While Yoshida didn’t namedrop any multiplayer games he felt Final Fantasy 14 could learn from, he did point out one MMO that just wouldn’t work at all in the game: Ultima Online, the enormously influential PC classic created by genre godfather Richard ‘Lord British’ Garriott that is often regarded as one of the first true MMORPGs.

“If I was to answer about something that I think wouldn’t work out if implemented in 14, I look back on the early days of Ultima Online,” Yoshida recalled. “That was something [that] when I played, it kind of really shocked me.

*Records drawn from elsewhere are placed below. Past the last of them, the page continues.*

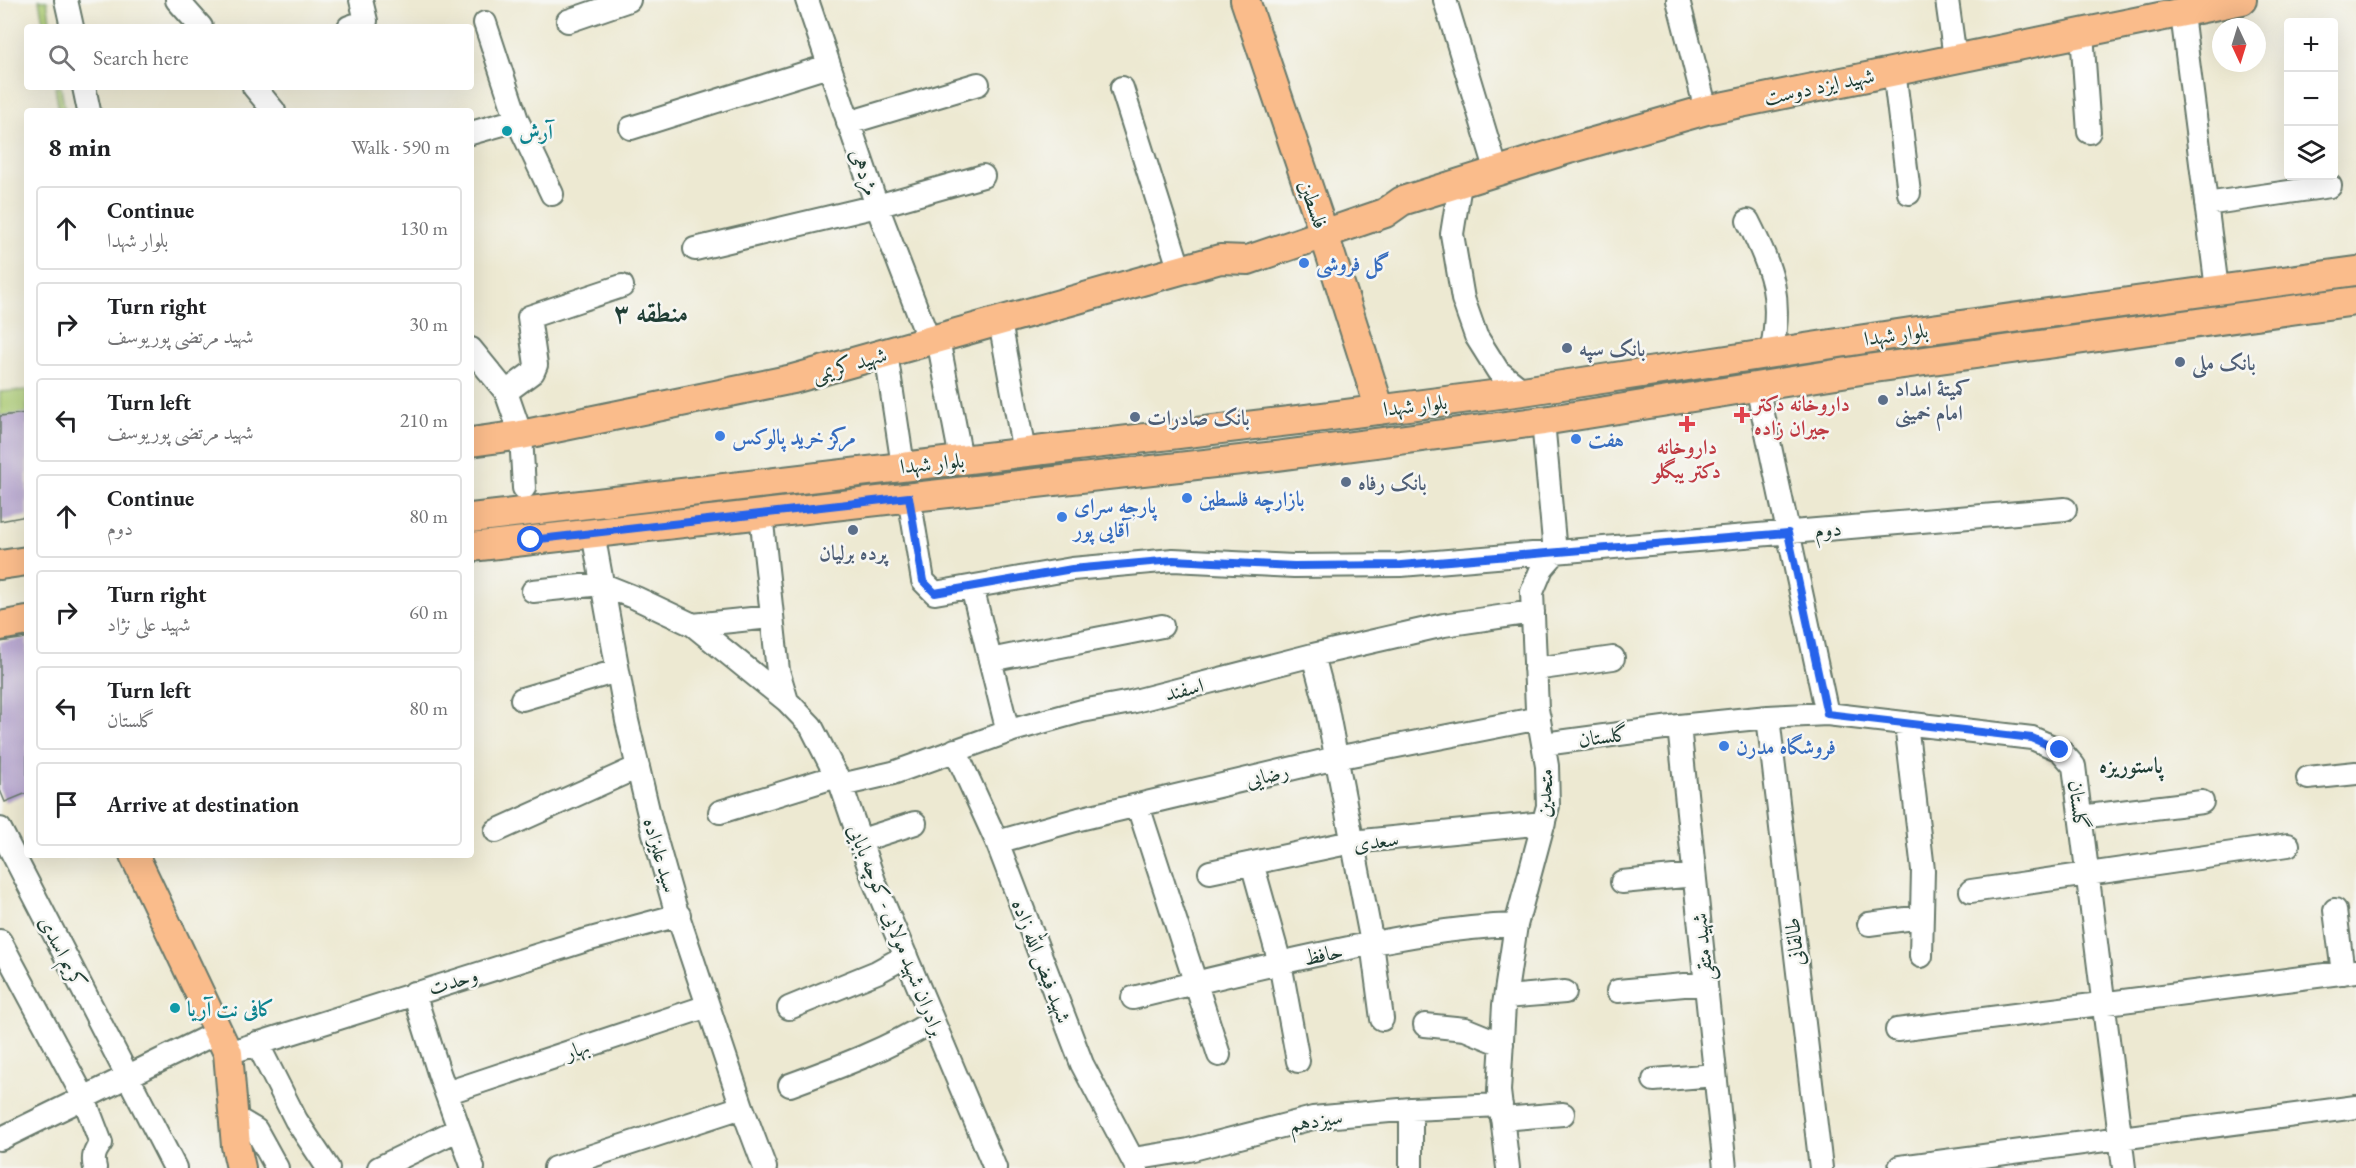 <!DOCTYPE html>
<meta charset="utf-8">
<style>
body{margin:0;font-family:"EB Garamond",Amiri,serif;background:#f6f6f6;color:#202124}
.controls{position:absolute;right:18px;top:18px;display:grid;overflow:hidden;border-radius:6px;box-shadow:0 6px 24px #0002}
.controls button{width:54px;height:54px;display:grid;place-items:center;padding:0;border:0;border-bottom:2px solid #e0e0e0;background:#fff;color:#202124;font:30px sans-serif}
.compass{position:absolute;left:2212px;top:18px;width:54px;height:54px;border-radius:50%;background:#fff;box-shadow:0 6px 24px #0002;rotate:176deg}
.stop{position:absolute;width:18px;height:18px;margin:-14px;border:4px solid #2563eb;border-radius:50%;background:#fff}
.stop.end{background:#2563eb;border-color:#fff;box-shadow:0 2px 6px #0008}
.list{margin:0;padding:0;list-style:none}
h2{display:flex;justify-content:space-between;align-items:center;height:78px;margin:0;padding:0 24px;font-size:26px}
h2 small{font-size:20px;font-weight:400;color:#757577}
.list li{display:grid;grid-template-columns:39px 1fr auto;gap:18px;align-items:center;box-sizing:border-box;height:84px;margin:0 12px 12px;padding:0 12px;border:2px solid #e0e0e0;border-radius:6px}
.list b{display:block;font-size:22px;white-space:nowrap}
.list p{margin:0;font-size:20px;white-space:nowrap;color:#757577}
.list em{font-size:20px;font-style:normal;color:#757577}
.icon{flex:none;width:33px;height:33px;fill:none;stroke:currentColor;stroke-width:2;stroke-linecap:round;stroke-linejoin:round}
.map{position:relative;flex:none;width:2356px;height:1168px;overflow:hidden}
.search{position:absolute;background:#fff;box-shadow:0 6px 24px #0002;left:24px;top:24px;width:450px;height:66px;display:flex;align-items:center;gap:15px;box-sizing:border-box;padding:0 21px;border-radius:6px;color:#757577;font-size:22px}
.panel{position:absolute;background:#fff;box-shadow:0 6px 24px #0002;left:24px;top:108px;width:450px;height:750px;border-radius:6px}
.map>svg:first-child{display:block}
.green{fill:#abcb73;stroke:#658454;stroke-width:1.5}
.building{fill:#b19fcc}
.lines{fill:none;stroke-linecap:round;stroke-linejoin:round}
.minor-casing{stroke:#67796b;stroke-width:26}
.major-casing{stroke:#67796b;stroke-width:32}
.minor{stroke:#fff;stroke-width:22}
.major{stroke:#fabc8b;stroke-width:28}
.route{stroke:#2563eb;stroke-width:8}
.culture-dot{fill:#0f9aa8;stroke:#f6f6f2;stroke-width:2}
.shop-dot{fill:#3f7fe0;stroke:#f6f6f2;stroke-width:2}
.service-dot{fill:#5c6f8a;stroke:#f6f6f2;stroke-width:2}
.health-dot{fill:#e0444e;stroke:#f6f6f2;stroke-width:2}
.labels{text-anchor:middle;dominant-baseline:central;stroke-width:5;stroke-linejoin:round;paint-order:stroke}
.street-label{font-size:21px;fill:#1f3d34;stroke:#f6f6f2}
.culture-label{font-size:21px;font-weight:bold;fill:#0d838f;stroke:#f6f6f2;text-anchor:start}
.shop-label{font-size:21px;font-weight:bold;fill:#366cbe;stroke:#f6f6f2;text-anchor:start}
.service-label{font-size:21px;font-weight:bold;fill:#4e5e75;stroke:#f6f6f2;text-anchor:start}
.health-label{font-size:21px;font-weight:bold;fill:#be3a42;stroke:#f6f6f2;text-anchor:start}
.neighbourhood-label{font-size:22px;font-weight:bold;fill:#1f3d34;stroke:#f6f6f2}
.district-label{font-size:27px;font-weight:bold;fill:#1f3d34;stroke:#f6f6f2}
</style>
<div class="map">
<svg width="2356" height="1168" viewBox="0 0 2356 1168">
<rect width="100%" height="100%" fill="#f6f6f2"/>
<filter id="ink" filterUnits="userSpaceOnUse"><feTurbulence type="fractalNoise" baseFrequency=".0167" numOctaves="2"/><feDisplacementMap in="SourceGraphic" scale="12" xChannelSelector="R" yChannelSelector="G"/><feConvolveMatrix kernelMatrix="1 2 1 2 8 2 1 2 1" color-interpolation-filters="sRGB"/></filter>
<filter id="wash" filterUnits="userSpaceOnUse"><feTurbulence type="fractalNoise" baseFrequency=".008" numOctaves="4" result="noise"/><feDisplacementMap in="SourceGraphic" scale="24" xChannelSelector="R" yChannelSelector="G"/><feGaussianBlur stdDeviation="1.35" result="paint"/><feColorMatrix in="noise" values="0 0 0 0 0 0 0 0 0 0 0 0 0 0 0 0 0 1.4 0 .05"/><feComposite in="paint" operator="in"/></filter>
<g filter="url(#wash)">
<rect width="100%" height="100%" fill="#ede9d2"/>
<path class="green" d="M 39,0 L 47,0 L 51,27 L 44,27 Z
M 55,87 L 61,87 L 65,111 L 59,111 Z
M 27,390 L 27,425 L 26,414 L 0,416 L 0,392 Z"/>
<g id="blocks">
<path class="building" d="M 27,413 L 27,516 L 0,521 L 0,416 Z
M 27,638 L 27,793 L 5,802 L 0,790 L 0,642 Z"/>
</g>
</g>
<g filter="url(#ink)">
<use href="#blocks" fill-opacity="0" stroke="#67796b" stroke-width="1.5"/>
<g class="lines">
<defs>
<path id="minor" d="M 66,0 L 72,27
M 177,0 L 201,27
M 807,0 L 877,206 L 929,341
M 1445,0 L 1497,172
M 1678,0 L 1706,110
M 1947,0 L 1955,58
M 2182,14 L 2217,289
M 568,21 L 629,0
M 485,23 L 517,120 L 552,194
M 349,27 L 366,21 L 361,0
M 2082,33 L 2089,132
M 1894,70 L 1909,193
M 84,87 L 89,111
M 254,87 L 274,111
M 1122,88 L 1180,271
M 848,123 L 978,84
M 631,128 L 828,66
M 471,133 L 517,120
M 1460,184 L 1452,234 L 1463,299 L 1476,336 L 1498,371 L 1523,391
M 2206,204 L 2330,186
M 1748,221 C 1773,271 1783,298 1771,353
M 695,249 L 877,206 L 983,176
M 1000,322 L 1024,452
M 938,339 L 961,459
M 471,349 L 506,392 L 521,435 L 524,488
M 886,353 L 903,466
M 1757,386 L 1827,714
M 506,392 L 533,372 L 536,365 L 529,317 L 622,286
M 909,497 L 923,581 L 935,593 L 1072,569 L 1173,560 L 1294,566 L 1401,565 L 2065,509
M 761,514 L 778,671 L 787,701
M 593,533 L 627,721 L 651,823 L 674,904 L 742,1107 L 765,1168
M 972,587 L 1008,732
M 533,591 L 601,584 L 636,598 L 693,625 L 787,701 L 811,726 L 841,785 L 874,881 L 995,1168
M 693,625 L 771,617
M 1313,655 L 1326,704 L 1372,943 L 1382,1019
M 990,660 L 1162,626
M 1535,669 L 1613,658
M 522,699 L 617,671
M 1768,717 L 1821,1168
M 1906,723 L 1923,870 L 1921,956
M 1679,726 L 1725,1168
M 1544,744 L 1679,726 L 1768,717 L 1827,714 L 2032,738 L 2060,750 L 2074,766 L 2124,1168
M 955,750 L 997,842 L 1082,1064 L 1137,1168
M 2308,778 L 2356,773
M 841,785 L 893,773 L 1013,730 L 1082,711 L 1131,702 L 1313,655 L 1444,625 L 1533,612
M 1138,806 L 1219,1055
M 720,812 L 837,776
M 2080,817 L 2202,802
M 0,829 L 175,1168
M 496,831 L 638,767
M 859,841 L 915,823
M 997,842 L 1079,819 L 1336,758 L 1539,718
M 1252,863 L 1280,963 L 1298,1061
M 1210,872 L 1352,842 L 1544,823
M 1622,882 L 1694,875
M 1971,891 L 2288,845
M 2335,910 L 2343,973
M 1869,924 L 1921,917
M 0,941 L 83,1096 L 101,1143 C 95,1151 92,1157 95,1168
M 1618,991 L 1706,983
M 414,993 L 439,1073 L 473,1168
M 1505,997 L 1565,992
M 1133,998 C 1198,982 1263,966 1330,952 C 1391,939 1453,927 1516,925
M 789,1008 L 877,972 L 906,956
M 1425,1025 L 1465,1029 L 1502,1044
M 1897,1030 L 2356,971
M 257,1043 L 296,1120 L 328,1168
M 228,1053 L 583,941 L 679,915
M 1654,1080 L 1715,1075
M 790,1085 C 839,1067 888,1049 933,1021
M 446,1093 L 708,1006
M 1411,1109 L 1411,1168
M 234,1117 L 256,1130 L 277,1168
M 1502,1119 L 1563,1114
M 0,1139 L 218,1032
M 1133,1159 L 1189,1150 L 1313,1118 L 1411,1109 L 1501,1105
M 1900,1167 L 2356,1107
M 379,1168 L 459,1129
M 555,1168 L 742,1107
M 1508,1168 L 1499,1091 L 1504,1005 L 1516,925 L 1548,806 L 1547,766 L 1537,709 L 1532,592 L 1542,568 L 1555,553 L 1543,421"/>
<path id="major" d="M 1245,0 L 1324,234 L 1380,410
M 471,442 L 521,435 L 793,379 L 1220,259 L 1248,260 L 1385,213 L 1402,201 L 1569,149 L 1706,110 L 2242,0
M 471,518 L 1323,417 L 1523,391 L 1924,330 L 2356,271
M 471,547 L 1276,456 L 1543,421 L 1867,369 L 2356,301
M 0,565 L 27,561
M 0,626 L 27,621
M 134,855 L 228,1053 L 236,1146 L 241,1168"/>
</defs>
<use href="#minor" class="minor-casing"/>
<use href="#major" class="major-casing"/>
<use href="#minor" class="minor"/>
<use href="#major" class="major"/>
</g>
</g>
<g class="lines" filter="url(#ink)">
<path class="route" d="M 531,540 L 909,497 L 923,581 L 935,593 L 1072,569 L 1173,560 L 1294,566 L 1401,565 L 1788,533 L 1827,714 L 2032,738 L 2060,750"/>
</g>
<g class="culture-dot">
<circle cx="507" cy="131" r="6"/>
<circle cx="175" cy="1008" r="6"/>
</g>
<g class="shop-dot">
<circle cx="1304" cy="263" r="6"/>
<circle cx="720" cy="436" r="6"/>
<circle cx="1576" cy="439" r="6"/>
<circle cx="1187" cy="498" r="6"/>
<circle cx="1062" cy="517" r="6"/>
<circle cx="1724" cy="746" r="6"/>
</g>
<g class="service-dot">
<circle cx="1567" cy="348" r="6"/>
<circle cx="2180" cy="362" r="6"/>
<circle cx="1883" cy="400" r="6"/>
<circle cx="1135" cy="417" r="6"/>
<circle cx="1346" cy="482" r="6"/>
<circle cx="853" cy="530" r="6"/>
</g>
<g class="health-dot">
<path d="M1739 406h6v6h6v6h-6v6h-6v-6h-6v-6h6z"/>
<path d="M1684 415h6v6h6v6h-6v6h-6v-6h-6v-6h6z"/>
</g>
<g class="labels">
<g class="street-label">
<text transform="translate(1819 86) rotate(-12)">شهید ایزد دوست</text>
<text transform="translate(865 172) rotate(71)">مژدهی</text>
<text transform="translate(1314 204) rotate(71)">فلسطین</text>
<text transform="translate(1896 334) rotate(-8)">بلوار شهدا</text>
<text transform="translate(849 364) rotate(-16)">شهید کریمی</text>
<text transform="translate(1415 405) rotate(-7)">بلوار شهدا</text>
<text transform="translate(932 463) rotate(-6)">بلوار شهدا</text>
<text transform="translate(1828 529) rotate(-5)">دوم</text>
<text transform="translate(1184 689) rotate(-14)">اسفند</text>
<text transform="translate(1603 736) rotate(-8)">گلستان</text>
<text transform="translate(1267 775) rotate(-14)">رضایی</text>
<text transform="translate(1544 793) rotate(-87)">متحدین</text>
<text transform="translate(2079 805) rotate(83)">گلستان</text>
<text transform="translate(1376 841) rotate(-7)">سعدی</text>
<text transform="translate(661 855) rotate(74)">سید علیزاده</text>
<text transform="translate(897 930) rotate(68)">برادران شهید مولایی - کوچه بابایی</text>
<text transform="translate(1794 942) rotate(-97)">طالقانی</text>
<text transform="translate(1702 947) rotate(-96)">شهید متقی</text>
<text transform="translate(63 952) rotate(63)">کریم اسدی</text>
<text transform="translate(1323 954) rotate(-12)">حافظ</text>
<text transform="translate(1042 961) rotate(69)">شهید فیض الله زاده</text>
<text transform="translate(453 981) rotate(-17)">وحدت</text>
<text transform="translate(577 1049) rotate(-18)">بهار</text>
<text transform="translate(1316 1120) rotate(-8)">سیزدهم</text>
</g>
<g class="culture-label">
<text x="519" y="131">آرش</text>
<text x="187" y="1008">کافی نت آریا</text>
</g>
<g class="shop-label">
<text x="1316" y="263">گل فروشی</text>
<text x="732" y="436">مركز خريد پالوكس</text>
<text x="1588" y="439">هفت</text>
<text x="1199" y="498">بازارچه فلسطین</text>
<text x="1074" y="505">پارچه سرای<tspan x="1074" dy="24">آقایی پور</tspan></text>
<text x="1736" y="746">فروشگاه مدرن</text>
</g>
<g class="service-label">
<text x="1579" y="348">بانک سپه</text>
<text x="2192" y="362">بانک ملی</text>
<text x="1895" y="388">کمیتهٔ امداد<tspan x="1895" dy="24">امام خمینی</tspan></text>
<text x="1147" y="417">بانک صادرات</text>
<text x="1358" y="482">بانک رفاه</text>
<text x="853" y="552" text-anchor="middle">پرده برلیان</text>
</g>
<g class="health-label">
<text x="1754" y="403">داروخانه دکتر<tspan x="1754" dy="24">جیران زاده</tspan></text>
<text x="1687" y="446" text-anchor="middle">داروخانه<tspan x="1687" dy="24">دکتر یبگلو</tspan></text>
</g>
<g class="neighbourhood-label">
<text x="2131" y="765">پاستوریزه</text>
</g>
<g class="district-label">
<text x="651" y="312">منطقه ۳</text>
</g>
</g>
</svg>
<div class="controls">
<button>+</button>
<button>−</button>
<button><svg class="icon" aria-label="layers" viewBox="0 0 24 24"><path d="M12 4l9 5-9 5-9-5zM3 14l9 5 9-5"/></svg></button>
</div>
<svg class="compass" viewBox="-18 -18 36 36"><path d="M0-13l5 13h-10z" fill="#e53935"/><path d="M0 13l5-13h-10z" fill="#757577"/></svg>
<div class="stop" style="left:531px;top:540px"></div>
<div class="stop end" style="left:2060px;top:750px"></div>
<div class="search"><svg class="icon" aria-label="search" viewBox="0 0 24 24"><circle cx="10" cy="10" r="6"/><path d="M15 15l6 6"/></svg>Search here</div>
<section class="panel">
<h2>8 min<small>Walk · 590 m</small></h2>
<ul class="list">
<li><svg class="icon" aria-label="ahead" viewBox="0 0 24 24"><path d="M12 20V5M6 11l6-6 6 6"/></svg><div><b>Continue</b><p>بلوار شهدا</p></div><em>130 m</em></li>
<li><svg class="icon" aria-label="right" viewBox="0 0 24 24"><path d="M7 20v-9h11M14 6l5 5-5 5"/></svg><div><b>Turn right</b><p>شهید مرتضی پوریوسف</p></div><em>30 m</em></li>
<li><svg class="icon" aria-label="left" viewBox="0 0 24 24"><path d="M17 20v-9H6M10 6l-5 5 5 5"/></svg><div><b>Turn left</b><p>شهید مرتضی پوریوسف</p></div><em>210 m</em></li>
<li><svg class="icon" aria-label="ahead" viewBox="0 0 24 24"><path d="M12 20V5M6 11l6-6 6 6"/></svg><div><b>Continue</b><p>دوم</p></div><em>80 m</em></li>
<li><svg class="icon" aria-label="right" viewBox="0 0 24 24"><path d="M7 20v-9h11M14 6l5 5-5 5"/></svg><div><b>Turn right</b><p>شهید علی نژاد</p></div><em>60 m</em></li>
<li><svg class="icon" aria-label="left" viewBox="0 0 24 24"><path d="M17 20v-9H6M10 6l-5 5 5 5"/></svg><div><b>Turn left</b><p>گلستان</p></div><em>80 m</em></li>
<li><svg class="icon" aria-label="arrive" viewBox="0 0 24 24"><path d="M6 21V4h12l-3 4 3 4H6"/></svg><div><b>Arrive at destination</b></div></li>
</ul>
</section>
</div>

Back in the early stages of Ultima Online, there was a sense of chaos but also a sense of freedom.”

That chaos included allowing players to commit crimes and even assassinate each other – with Garriott’s own Lord British infamously fried by a Fire Field spell during the game’s pre-launch beta test. Murder, stealing and becoming an accessory to a crime – by healing a wanted crim, for example – will all see a player’s character marked as a criminal who can be openly attacked by any players without penalty.

“I would like to create something maybe close to that sense,” Yoshida said of Ultima Online. That would need to be a new game, though, as the developer accepted: “But if I implemented it in XIV, I think it would probably break the community.”

Breaking an existing community is one thing, but Yoshida was also unsure of the appeal of an MMO where complete chaos reigns – despite the popularity of lawless survival games like Rust and Ark: Survival Evolved. (And the fact that Ultima Online is still going, almost 30 years later.)

“I think if you create that kind of MMO now, it probably wouldn’t sell,” Yoshida suggested.